Bagi calon debitur, iDeb juga berguna untuk mengetahui posisi data kredit yang tercatat di sistem OJK. Data ini dapat dipakai untuk memastikan apakah status pinjaman sudah lunas atau masih menunggu pembaruan dari pelapor SLIK.
Dengan memahami isi iDeb lebih awal, calon pemohon KPR bisa mengetahui kondisi data yang akan dipertimbangkan oleh bank atau lembaga pembiayaan. Langkah ini dapat membantu mengurangi hambatan administratif saat proses pengajuan berlangsung.
Cara cek SLIK secara online
Masyarakat bisa mengajukan pengecekan SLIK secara mandiri melalui situs idebku.ojk.go.id. Prosesnya dilakukan dengan mengisi data pribadi secara benar dan lengkap agar permohonan dapat diproses tanpa kendala.
Jika pengajuan diwakilkan, pemohon perlu menyiapkan surat kuasa sesuai ketentuan. Setelah pendaftaran berhasil, nomor antrean akan diterima, lalu OJK mengirimkan hasil iDeb paling lama satu hari kerja.
Berikut langkah sederhananya:
- Buka situs idebku.ojk.go.id.
- Lengkapi data pribadi dengan benar.
- Siapkan surat kuasa jika pengajuan diwakilkan.
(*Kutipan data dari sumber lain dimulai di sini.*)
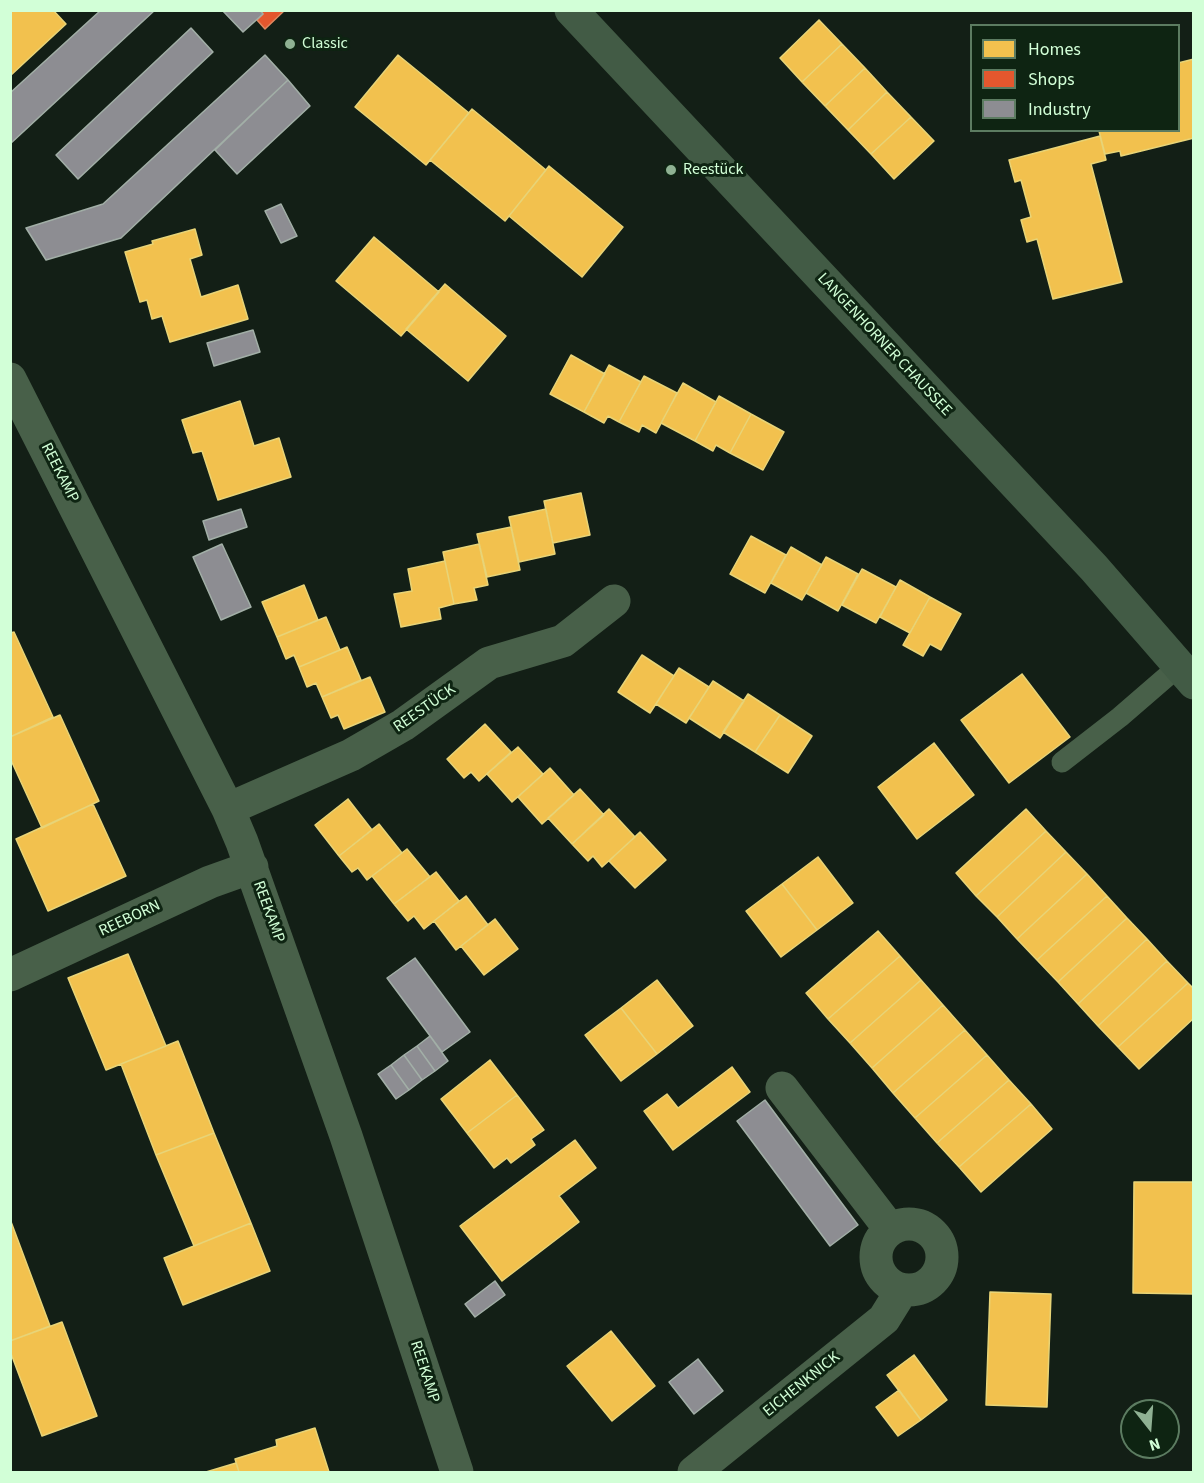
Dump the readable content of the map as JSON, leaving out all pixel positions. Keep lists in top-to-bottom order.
{
  "streets": {
    "main road": ["LANGENHORNER CHAUSSEE"],
    "street": [
      "REEKAMP",
      "REESTÜCK",
      "REEBORN",
      "EICHENKNICK"
    ]
  },
  "crossings": [
    ["REEKAMP", "REESTÜCK"],
    ["REEKAMP", "REEBORN"]
  ],
  "places": ["Classic", "Reestück"],
  "legend": ["Homes", "Shops", "Industry"],
  "north": "bottom"
}
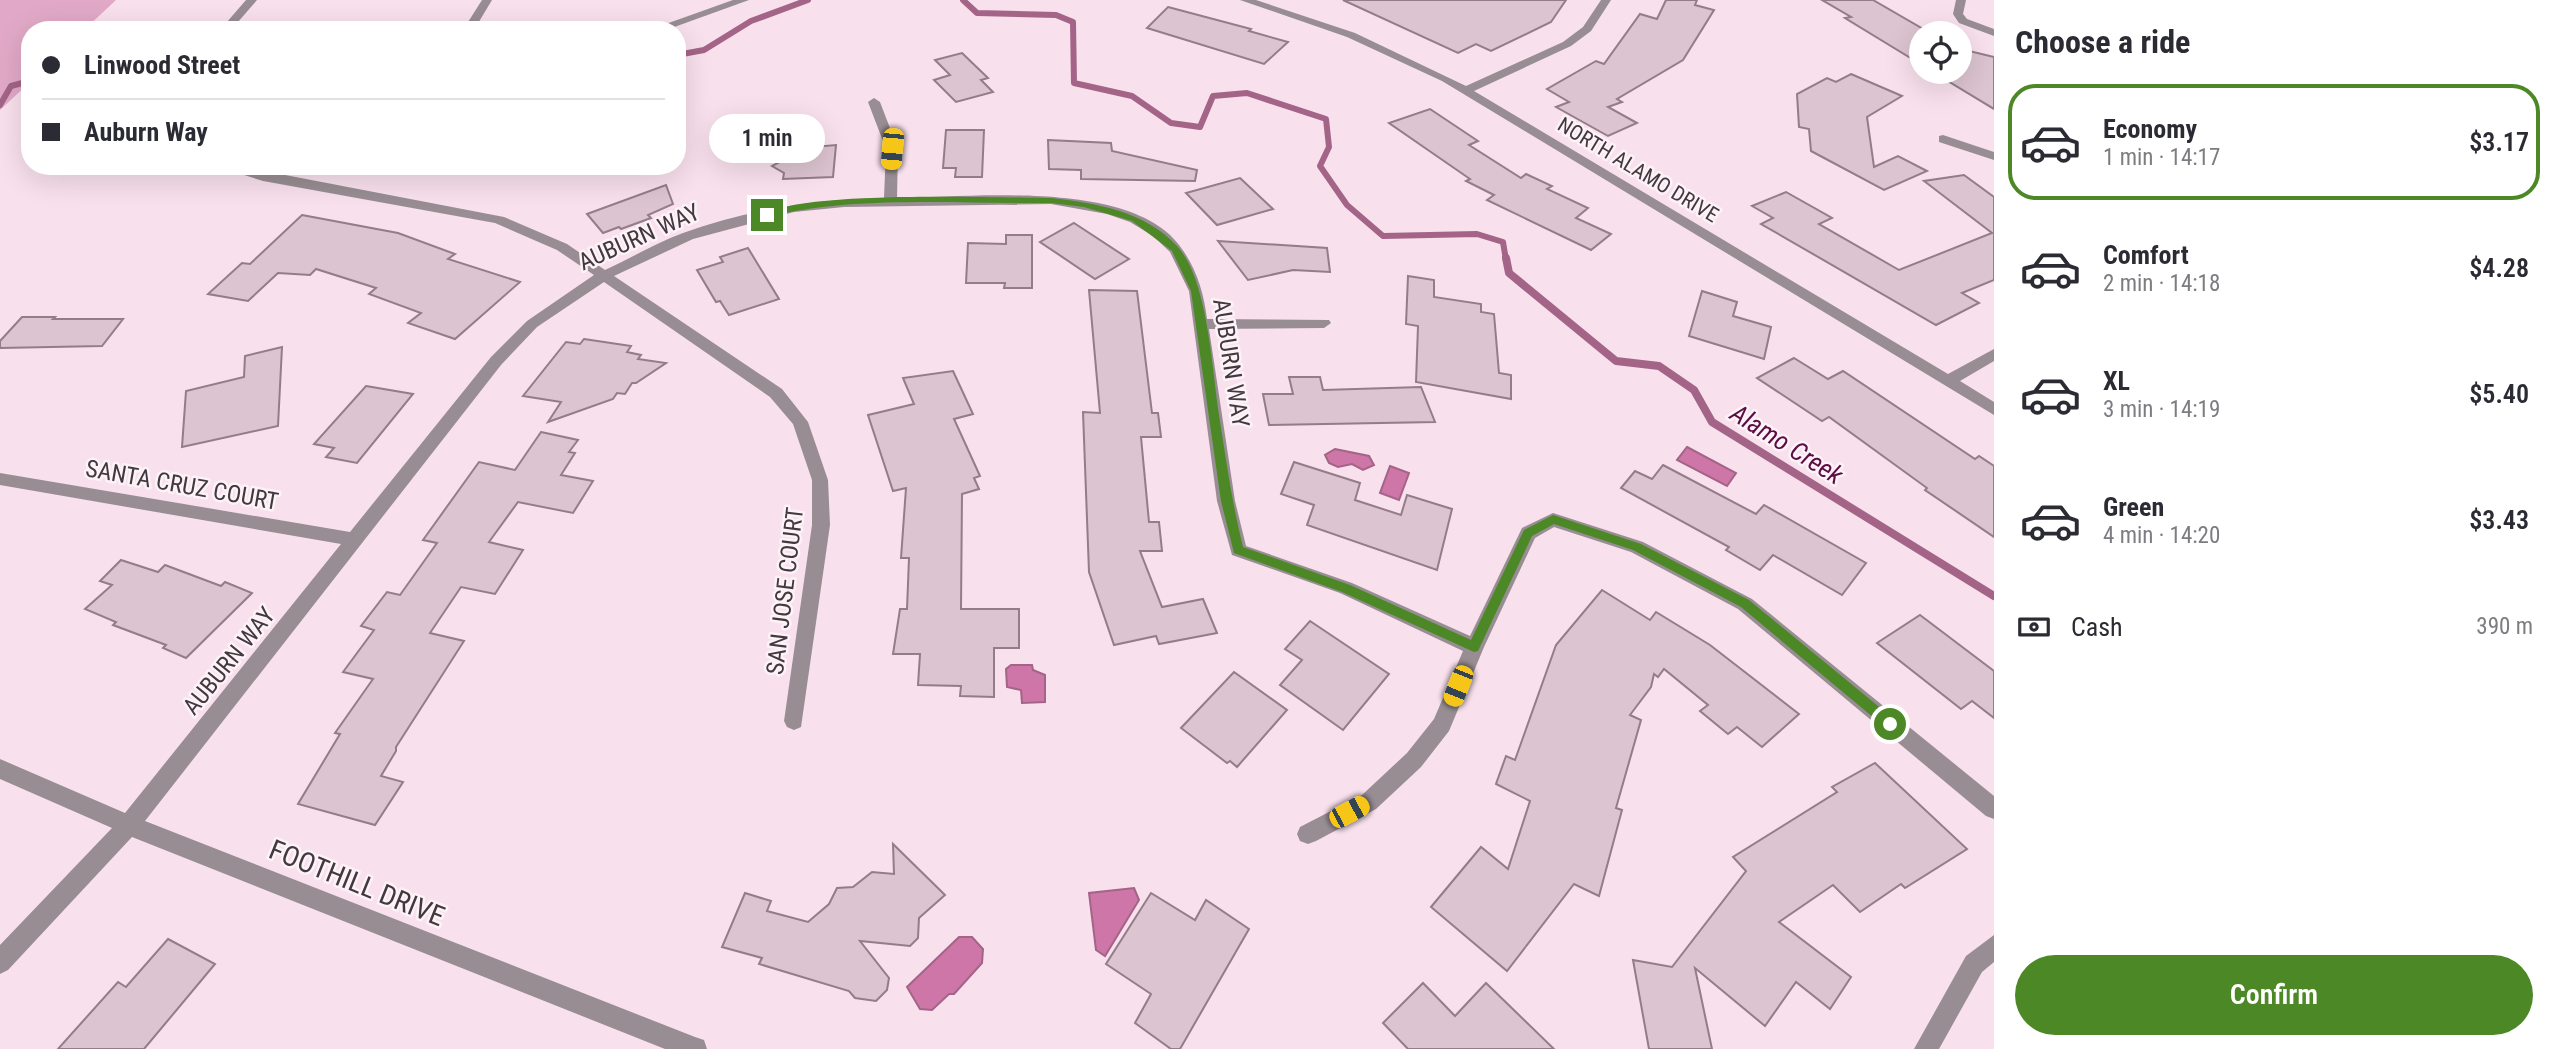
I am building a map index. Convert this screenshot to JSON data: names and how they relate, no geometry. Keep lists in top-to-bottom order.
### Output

- Simpan nomor antrean setelah pendaftaran berhasil.
- Tunggu hasil iDeb yang dikirim OJK paling lama satu hari kerja.
Cek langsung di kantor OJK
Selain lewat internet, pengecekan SLIK juga bisa dilakukan dengan datang langsung ke kantor OJK. Masyarakat dapat mendatangi kantor pusat maupun perwakilan OJK di daerah sesuai kebutuhan.
Kantor pusat OJK berada di Menara Radius Prawiro Lt. 2, Komplek Perkantoran Bank Indonesia, Jl. MH Thamrin No. 2, Jakarta. Informasi alamat kantor OJK lainnya juga tersedia di www.ojk.go.id.
Dokumen yang perlu disiapkan
Untuk meminta informasi debitur atas nama sendiri, masyarakat perlu membawa KTP asli debitur. Jika diwakilkan, pemohon juga harus menyiapkan surat kuasa bermeterai dan KTP asli penerima kuasa.
OJK menegaskan layanan SLIK tidak dipungut biaya. Masyarakat diminta waspada jika ada pihak yang meminta bayaran untuk layanan ini karena permintaan iDeb resmi tidak dikenakan tarif apa pun.
Kontak resmi untuk informasi lebih lanjut
Jika membutuhkan informasi tambahan, masyarakat bisa menghubungi Kontak OJK 157. Layanan ini tersedia melalui telepon 157, WhatsApp 081 157 157 157, dan email konsumen@ojk.go.id.
Akses iDeb yang mudah diharapkan membantu calon debitur memahami posisi kredit lebih cepat. Di saat yang sama, pembaruan data pelunasan yang dipercepat dapat membuat proses pengajuan pembiayaan, termasuk KPR, berjalan lebih efisien.